Vibrio cholerae has a number of attributes that make it an attractive candidate for use as a vaccine vector for inducing mucosal immunity against heterologous antigens. V. cholerae is a well-studied noninvasive organism that induces long-lasting mucosal and systemic immune responses (11, 18). Attenuated strains of V. cholerae have already been developed that have been shown to be both safe and immunogenic in humans (2, 12, 13, 16, 26, 28); moreover, vaccine strains of V. cholerae have been developed that are able to secrete large heterologous antigens through the use of the Escherichia coli hemolysin A protein export system (21). Attenuated vaccine strains of V. cholerae have also recently been developed that are able to express immunoadjuvants in vivo, such as LT(R192G), a nonenterotoxic mutant of E. coli heat-labile enterotoxin that retains immunoadjuvant activity (23). Previously, we have shown that the magnitude of immune responses induced against antigens expressed by attenuated vaccine strains of V. cholerae is directly related to the quantity of antigen produced, with more prominent immune responses induced to antigens expressed from multicopy plasmids than to antigens expressed from single-copy genes on the chromosome (22).

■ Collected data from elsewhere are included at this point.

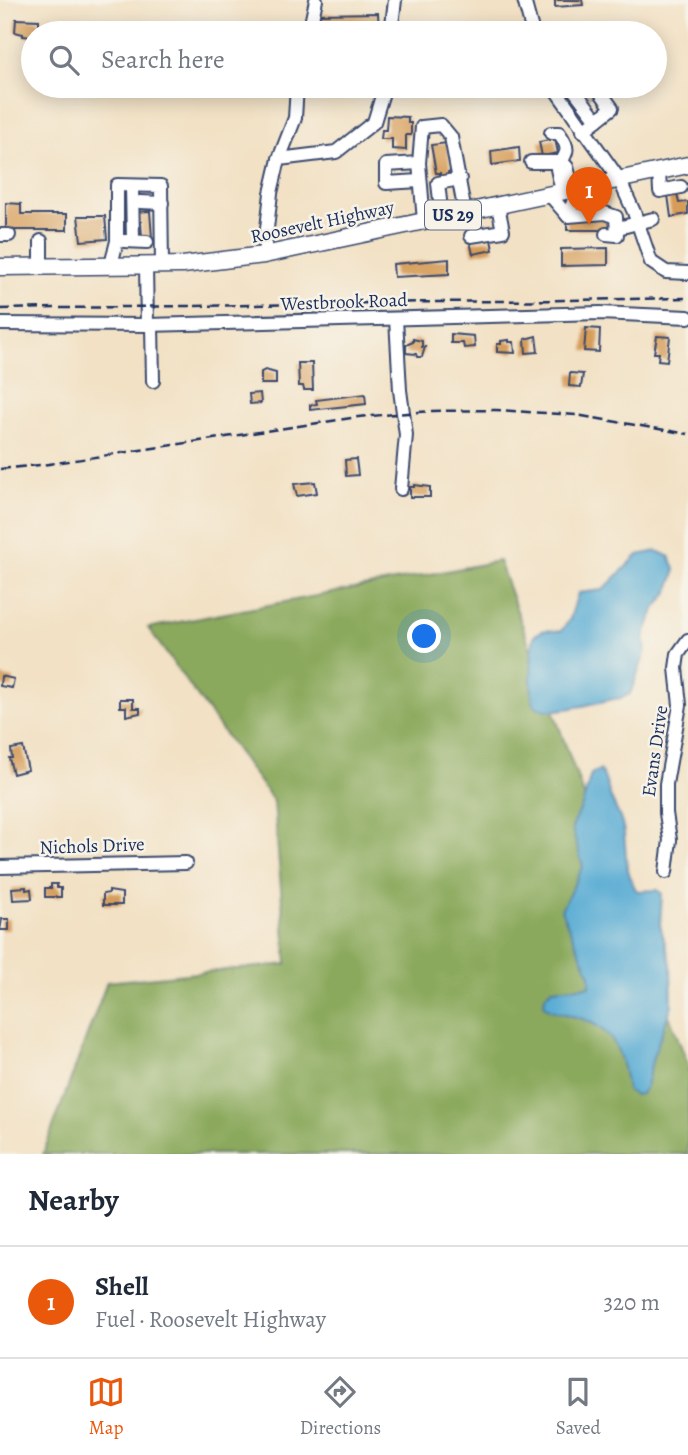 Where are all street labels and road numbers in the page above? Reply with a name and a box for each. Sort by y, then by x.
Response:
street label: Roosevelt Highway [248,194,397,250]
road number: US 29 [425,200,481,230]
street label: Westbrook Road [279,287,409,317]
street label: Evans Drive [636,704,674,799]
street label: Nichols Drive [39,831,145,861]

In enteric bacteria, glutamine and glutamate serve as the primary nitrogen donors for cellular metabolism (8, 19). Glutamine synthetase, encoded by glnA, is an enzyme required for synthesis of glutamine and is responsible for assimilation of ammonia when extracellular nitrogen concentrations are low (8, 25). The activity and synthesis of glutamine synthetase are regulated by availability of nitrogen (8, 17). Strains of V. cholerae have already been developed that are deficient in glutamine synthetase; these strains are unable to grow on minimal medium lacking glutamine (8–10).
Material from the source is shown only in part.